BGDB: Bernoulli-Gaussian Decision Block with Improved Denoising Diffusion Probabilistic Models
Chengkun Sun, Jinqian Pan, Russell Stevens Terry, Jiang Bian, Jie Xu
TL;DR
This work tackles the underutilization of generative models by embedding a diffusion-based, logit-centric augmentation into discriminative learning through the Bernoulli-Gaussian Decision Block (BGDB). By modeling Bernoulli trial probabilities with Improved Denoising Diffusion Probabilistic Models (IDDPM) and applying the Central Limit Theorem, a single training run yields logits akin to multiple experiments, providing a Gaussian supervision signal via mean and variance targets. The authors formalize this approach with a Bernoulli approximation and a joint BGDB loss that combines task-specific objectives with diffusion-based regularization, enabling more stable and accurate classification and segmentation. Empirical results across Cityscapes, Pascal VOC, and ISIC demonstrate modest to notable improvements in segmentation (mIoU, Dice) and classification (accuracy, AUC), while ablations underscore the importance of combining loss terms and tuning hyperparameters. The work highlights BGDB’s potential to harness generative priors for discriminative tasks, balanced against practical concerns like training speed and diffusion-step constraints.
Abstract
Generative models can enhance discriminative classifiers by constructing complex feature spaces, thereby improving performance on intricate datasets.

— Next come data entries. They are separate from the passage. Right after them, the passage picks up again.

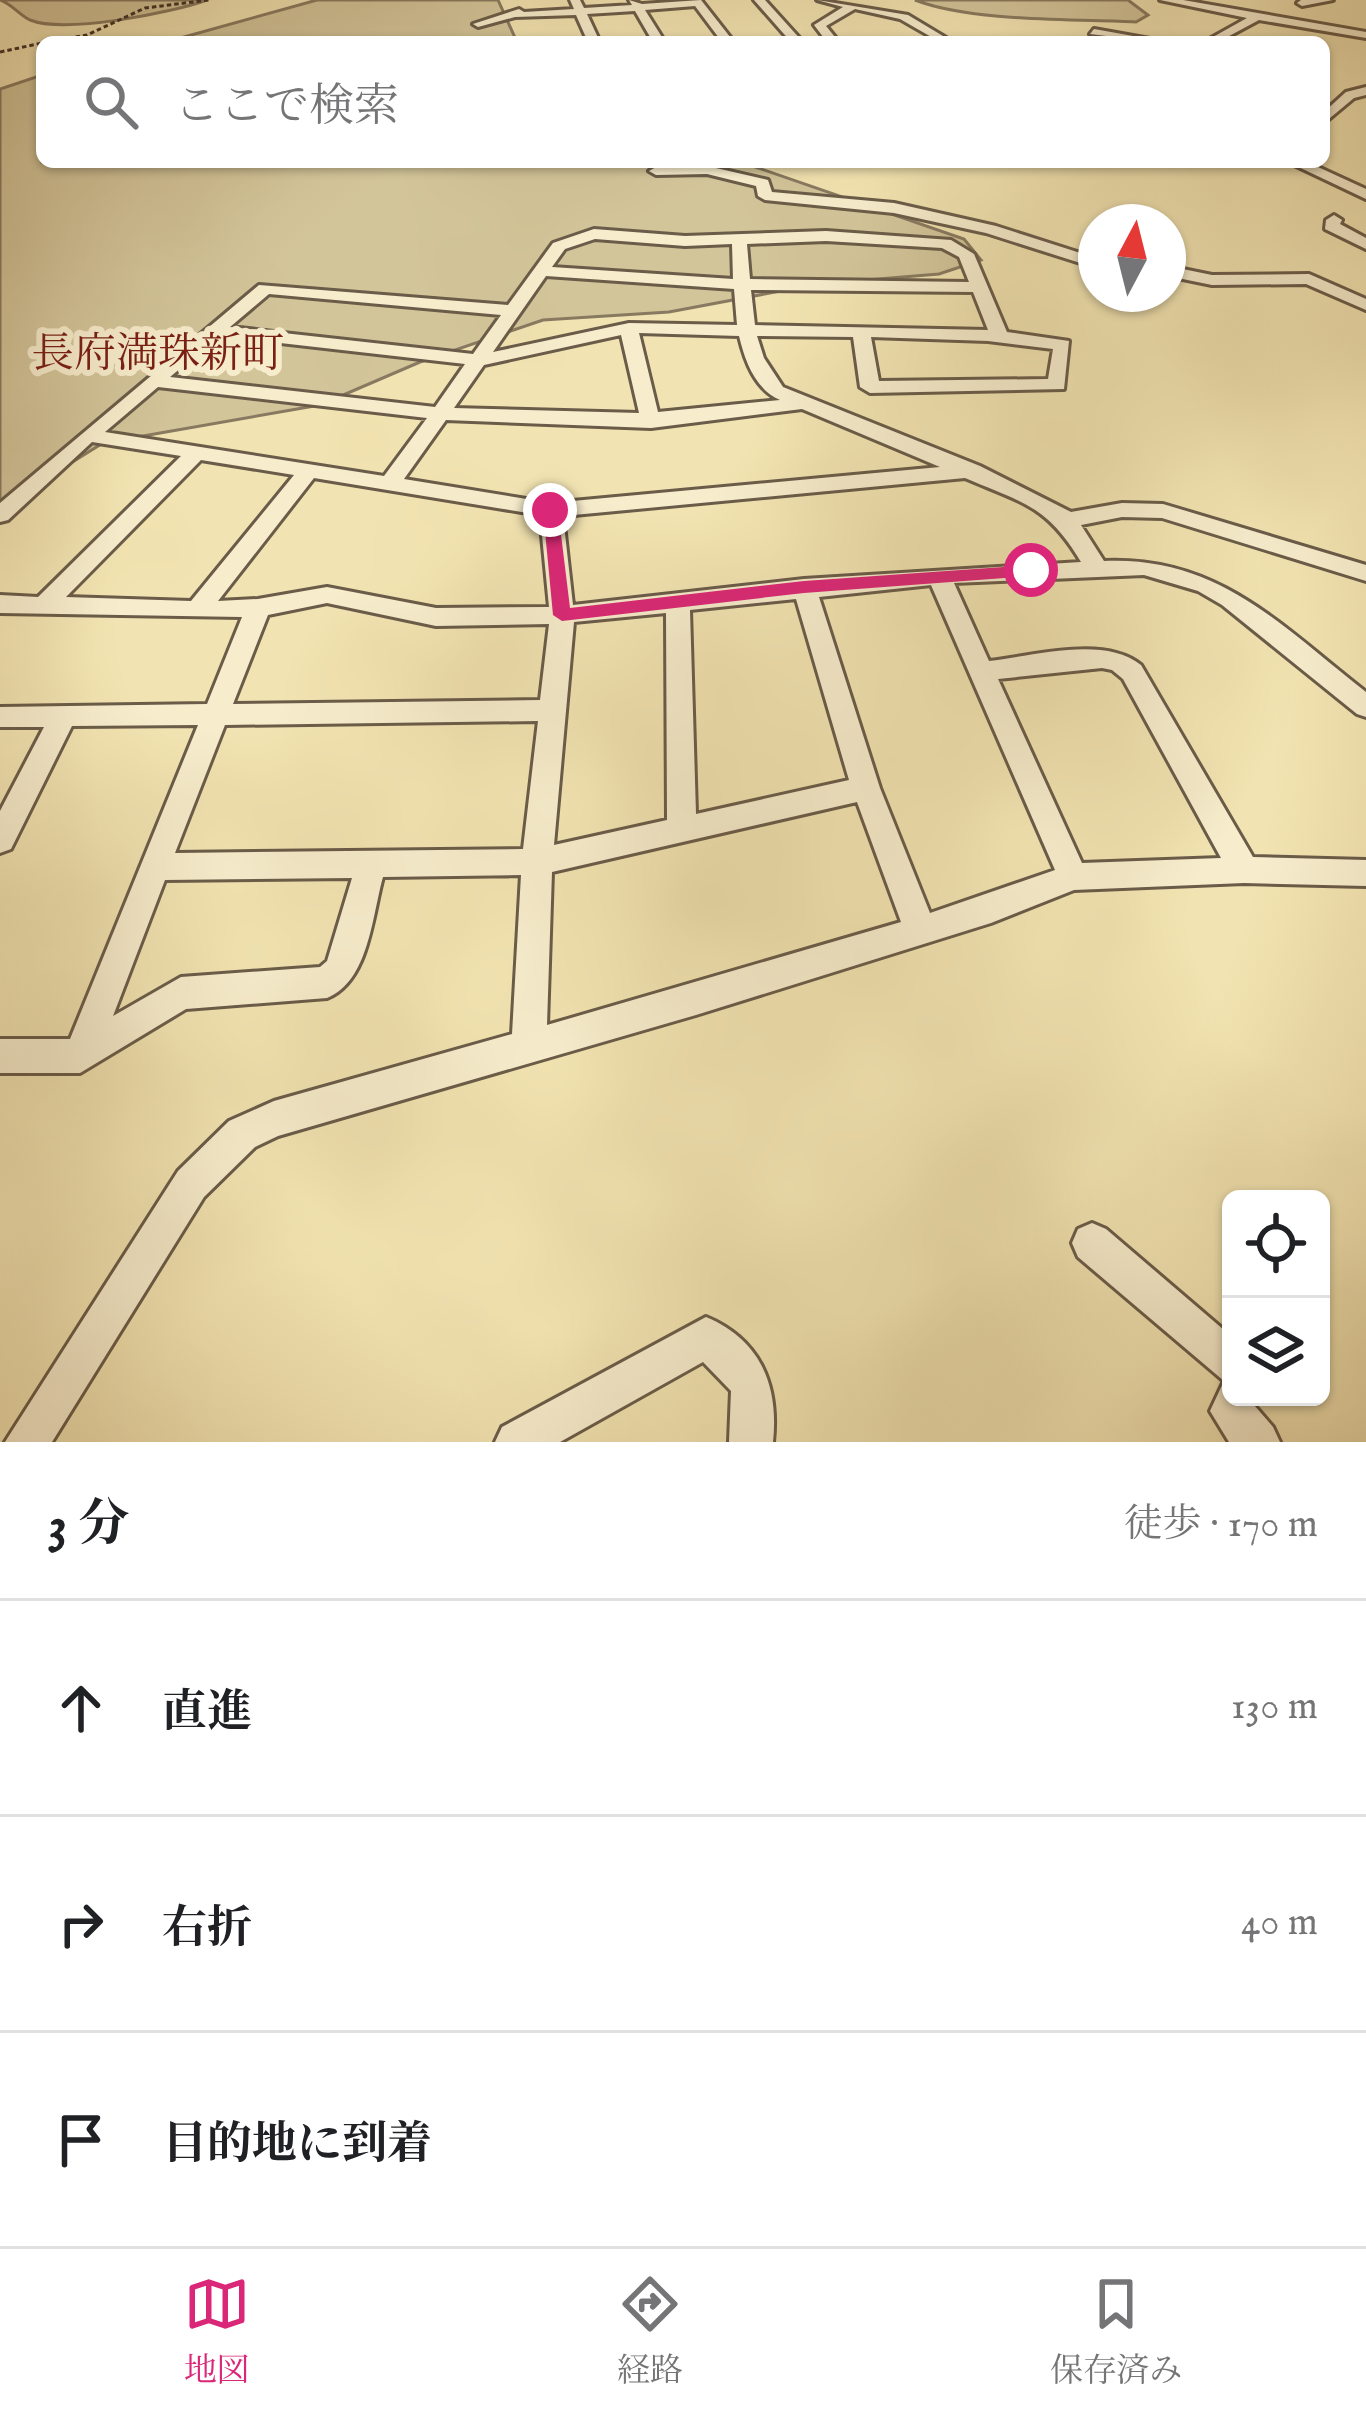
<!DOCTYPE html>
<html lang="ja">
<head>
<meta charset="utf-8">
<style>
	body { margin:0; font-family:"IM FELL English","Noto Serif JP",serif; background:#f2f2f2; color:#202124 }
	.controls { position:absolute; right:36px; bottom:36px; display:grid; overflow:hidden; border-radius:18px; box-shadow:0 3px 9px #0004 }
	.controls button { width:108px; height:108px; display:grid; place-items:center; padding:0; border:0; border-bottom:3px solid #e0e0e0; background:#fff; color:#202124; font:60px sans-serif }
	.compass { position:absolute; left:1078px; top:204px; width:108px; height:108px; border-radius:50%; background:#fff; box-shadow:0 3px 9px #0004; rotate:7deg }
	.stop { position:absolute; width:36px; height:36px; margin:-27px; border:9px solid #db2777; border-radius:50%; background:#fff }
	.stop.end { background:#db2777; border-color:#fff; box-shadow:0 3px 12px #0008 }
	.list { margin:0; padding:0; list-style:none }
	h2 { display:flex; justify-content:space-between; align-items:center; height:156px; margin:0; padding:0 48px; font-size:51px }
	h2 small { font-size:39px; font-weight:400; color:#757577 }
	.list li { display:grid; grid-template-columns:78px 1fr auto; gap:36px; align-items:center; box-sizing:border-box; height:216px; padding:0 48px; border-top:3px solid #e0e0e0 }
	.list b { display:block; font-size:45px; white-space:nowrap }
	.list em { font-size:39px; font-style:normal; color:#757577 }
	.icon { flex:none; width:66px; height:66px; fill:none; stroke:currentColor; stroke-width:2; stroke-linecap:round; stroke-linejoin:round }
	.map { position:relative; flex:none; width:1366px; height:1442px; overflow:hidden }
	.search { position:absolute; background:#fff; box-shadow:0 3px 9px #0004; left:36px; right:36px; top:36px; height:132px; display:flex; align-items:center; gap:30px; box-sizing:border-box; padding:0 42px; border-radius:18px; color:#757577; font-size:45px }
	.sheet { height:804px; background:#fff }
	nav { display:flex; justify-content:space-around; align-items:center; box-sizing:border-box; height:168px; border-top:3px solid #e0e0e0; background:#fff; font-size:33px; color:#757577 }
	nav a { display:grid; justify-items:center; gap:6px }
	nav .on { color:#db2777 }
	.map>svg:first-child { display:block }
</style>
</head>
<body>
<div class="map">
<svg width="1366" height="1442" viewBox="0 0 1366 1442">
	<rect width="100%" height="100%" fill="#f2e4b2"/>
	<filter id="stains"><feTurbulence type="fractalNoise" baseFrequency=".00167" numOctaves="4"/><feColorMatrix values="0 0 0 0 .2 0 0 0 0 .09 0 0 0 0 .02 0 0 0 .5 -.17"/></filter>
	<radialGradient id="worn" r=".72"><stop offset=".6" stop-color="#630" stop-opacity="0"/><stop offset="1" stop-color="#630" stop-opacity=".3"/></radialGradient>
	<g fill="#d3c59a" stroke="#887a60" stroke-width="3">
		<path d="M0 0H207C171 13 65 34 30 20 19 15 12 4 0 0Z"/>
		<path d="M317 0H498L517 42H166Z"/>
		<path d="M915 0H1128L1148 15 1136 22C1074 19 972 22 915 0Z"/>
		<path d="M42 75V162H741L964 239 981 260 939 274 818 284 669 312 543 320 420 362 320 405 103 443 0 507V89Z"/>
	</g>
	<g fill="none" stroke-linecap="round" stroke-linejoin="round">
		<defs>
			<g id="minor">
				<path d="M570 0H580L584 8 632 5 629 0 642 4 701 0 734 42H722L695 6 645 10 665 42H653L635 11 587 14 600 42H588L576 15 515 17 478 27 473 24 519 9 524 12 574 9Z"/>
				<path d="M754 0H765L803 42H791Z"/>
				<path d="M817 0 908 15 953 42H940L900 19 855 9 826 26 839 42H827L814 25 843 7Z"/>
				<path d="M1160 0H1183L1366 32V38L1259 20 1218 42H1204L1247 18Z"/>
				<path d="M1301 0H1333L1302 6 1297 3Z"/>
				<path d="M1094 29 1150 39 1156 42 1090 34Z"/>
				<path d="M1366 87V95L1354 98 1324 123V112L1346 92Z"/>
				<path d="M1288 162H1307L1366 189V199Z"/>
				<path d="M707 166 768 180 772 192 894 203 996 226 1096 258V268L986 233 894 213 765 200 758 196 756 186 707 174 656 175 649 171 656 167Z"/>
				<path d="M1334 215 1342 220 1340 224 1366 238V249L1325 229 1326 220Z"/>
				<path d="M594 229 685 236 826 231 951 240 974 254 1007 332 1069 341 1064 389 870 393 860 387 853 337 757 336 764 358 783 387 980 466 1071 512 1122 503 1163 504 1366 565V581L1162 518 1122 517 1081 525 1104 561C1219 556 1281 626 1366 692V717L1357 714 1222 605 1198 591 1144 575 954 583 989 661C1034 656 1104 635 1141 665L1253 857 1366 860V886L1244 883 1074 890 991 923 696 1015 278 1136 255 1147 204 1197 52 1442H5L178 1171 229 1121 274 1101 512 1034 521 875 383 877C372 916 369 981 327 998L186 1009 80 1073H0V1039H70L198 725 72 726 11 849 0 853V811L44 727H0V707L207 704 242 617 0 613V595L38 597 181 456 92 442 8 520 0 522V503L259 285 508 305 553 243ZM595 239 685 246 732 244 733 279 552 267 565 249ZM826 241 942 248 959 257 969 282 750 279 747 244ZM546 276 734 289 737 325 629 323 493 352ZM751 290 973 292 988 330 755 325ZM269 294 501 315 473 354 230 327ZM639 333 739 336C745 361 755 389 780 400L658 412ZM621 335 639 413 454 408 484 365ZM219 336 465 364 435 407 170 377ZM871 337 988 341 1053 349 1048 379 879 381ZM158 387 427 418 384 476 105 432ZM802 409 940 467 551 503 404 479 446 420 651 428ZM201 460 294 475 191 601 66 597ZM314 478 540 515 549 607 436 608 327 587 258 599 218 601ZM965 478C1023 503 1047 505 1081 562L804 579 573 605 563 516ZM931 585 1055 870 930 913 880 788 819 597ZM796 599 849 780 696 814 690 610ZM327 603 436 626 549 624 540 700 233 704 268 615ZM666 613 667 820 554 845 574 622ZM1102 668 1112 670 1123 679 1221 858 1082 863 998 679ZM538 721 523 849 175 853 225 725ZM857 802 901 922 547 1025 552 872ZM352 878 327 961 320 967 181 977 113 1016 165 880Z"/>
				<path d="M1168 266 1212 275 1309 274 1366 299V310L1306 284 1212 285 1168 276Z"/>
				<path d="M1092 1223 1106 1229 1231 1336V1397H1257L1254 1405 1273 1427 1280 1442H1229L1210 1411 1224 1381 1078 1257 1072 1243 1078 1229Z"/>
				<path d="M706 1317C761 1340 779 1386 773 1442H729L731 1391 703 1362 560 1442H495L502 1427Z"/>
			</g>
		</defs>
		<use href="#minor" stroke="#6a5c49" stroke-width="6"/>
		<g stroke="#3d2f26" stroke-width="3" stroke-dasharray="4.5 3" stroke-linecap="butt">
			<path d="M46 42 87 35 145 8 209 0"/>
			<path d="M0 52 42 43"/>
		</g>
		<use href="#minor" fill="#f7edcd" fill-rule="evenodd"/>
	</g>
	<path fill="#db2777" d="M550 505 558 510 570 608 804 581 1031 565 1040 570 1031 576 804 593 562 621 553 615 543 510Z"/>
	<g text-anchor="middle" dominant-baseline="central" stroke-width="12" stroke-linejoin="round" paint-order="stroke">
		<g font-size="42" fill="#7a1f14" stroke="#f7edcd">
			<text x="158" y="355">長府満珠新町</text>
		</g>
	</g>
	<rect width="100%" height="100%" filter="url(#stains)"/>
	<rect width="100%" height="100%" fill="url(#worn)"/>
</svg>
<div class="controls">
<button><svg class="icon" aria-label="locate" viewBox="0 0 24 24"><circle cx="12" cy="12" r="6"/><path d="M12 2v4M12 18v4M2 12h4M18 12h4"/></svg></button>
<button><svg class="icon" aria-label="layers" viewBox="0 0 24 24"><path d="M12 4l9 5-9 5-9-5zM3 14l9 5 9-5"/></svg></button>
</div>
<svg class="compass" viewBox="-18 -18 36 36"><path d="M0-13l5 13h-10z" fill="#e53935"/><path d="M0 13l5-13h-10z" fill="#757577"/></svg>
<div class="stop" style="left:1031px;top:570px"></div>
<div class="stop end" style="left:550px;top:510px"></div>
<div class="search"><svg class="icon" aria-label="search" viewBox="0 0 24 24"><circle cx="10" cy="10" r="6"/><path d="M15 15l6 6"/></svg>ここで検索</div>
</div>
<section class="sheet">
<h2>3 分<small>徒歩 · 170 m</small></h2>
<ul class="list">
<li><svg class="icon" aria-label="ahead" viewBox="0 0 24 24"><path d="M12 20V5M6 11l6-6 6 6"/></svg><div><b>直進</b></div><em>130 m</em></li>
<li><svg class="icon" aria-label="right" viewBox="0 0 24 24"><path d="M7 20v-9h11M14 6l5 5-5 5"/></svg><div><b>右折</b></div><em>40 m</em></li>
<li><svg class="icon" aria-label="arrive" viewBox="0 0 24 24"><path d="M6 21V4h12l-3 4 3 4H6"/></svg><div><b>目的地に到着</b></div></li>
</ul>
</section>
<nav>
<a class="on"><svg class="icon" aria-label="map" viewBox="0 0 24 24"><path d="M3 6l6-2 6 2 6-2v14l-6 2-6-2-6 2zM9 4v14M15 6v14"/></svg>地図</a>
<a><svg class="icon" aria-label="directions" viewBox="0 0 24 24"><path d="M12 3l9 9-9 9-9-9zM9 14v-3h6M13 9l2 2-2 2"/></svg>経路</a>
<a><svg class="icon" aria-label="saved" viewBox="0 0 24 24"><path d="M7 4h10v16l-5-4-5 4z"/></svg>保存済み</a>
</nav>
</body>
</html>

Conventional methods typically augment datasets with more detailed feature representations or increase dimensionality to make nonlinear data linearly separable. Utilizing a generative model solely for feature space processing falls short of unlocking its full potential within a classifier and typically lacks a solid theoretical foundation. We base our approach on a novel hypothesis: the probability information (logit) derived from a single model training can be used to generate the equivalent of multiple training sessions. Leveraging the central limit theorem, this synthesized probability information is anticipated to converge toward the true probability more accurately. To achieve this goal, we propose the Bernoulli-Gaussian Decision Block (BGDB), a novel module inspired by the Central Limit Theorem and the concept that the mean of multiple Bernoulli trials approximates the probability of success in a single trial. Specifically, we utilize Improved Denoising Diffusion Probabilistic Models (IDDPM) to model the probability of Bernoulli Trials. Our approach shifts the focus from reconstructing features to reconstructing logits, transforming the logit from a single iteration into logits analogous to those from multiple experiments. We provide the theoretical foundations of our approach through mathematical analysis and validate its effectiveness through experimental evaluation using various datasets for multiple imaging tasks, including both classification and segmentation.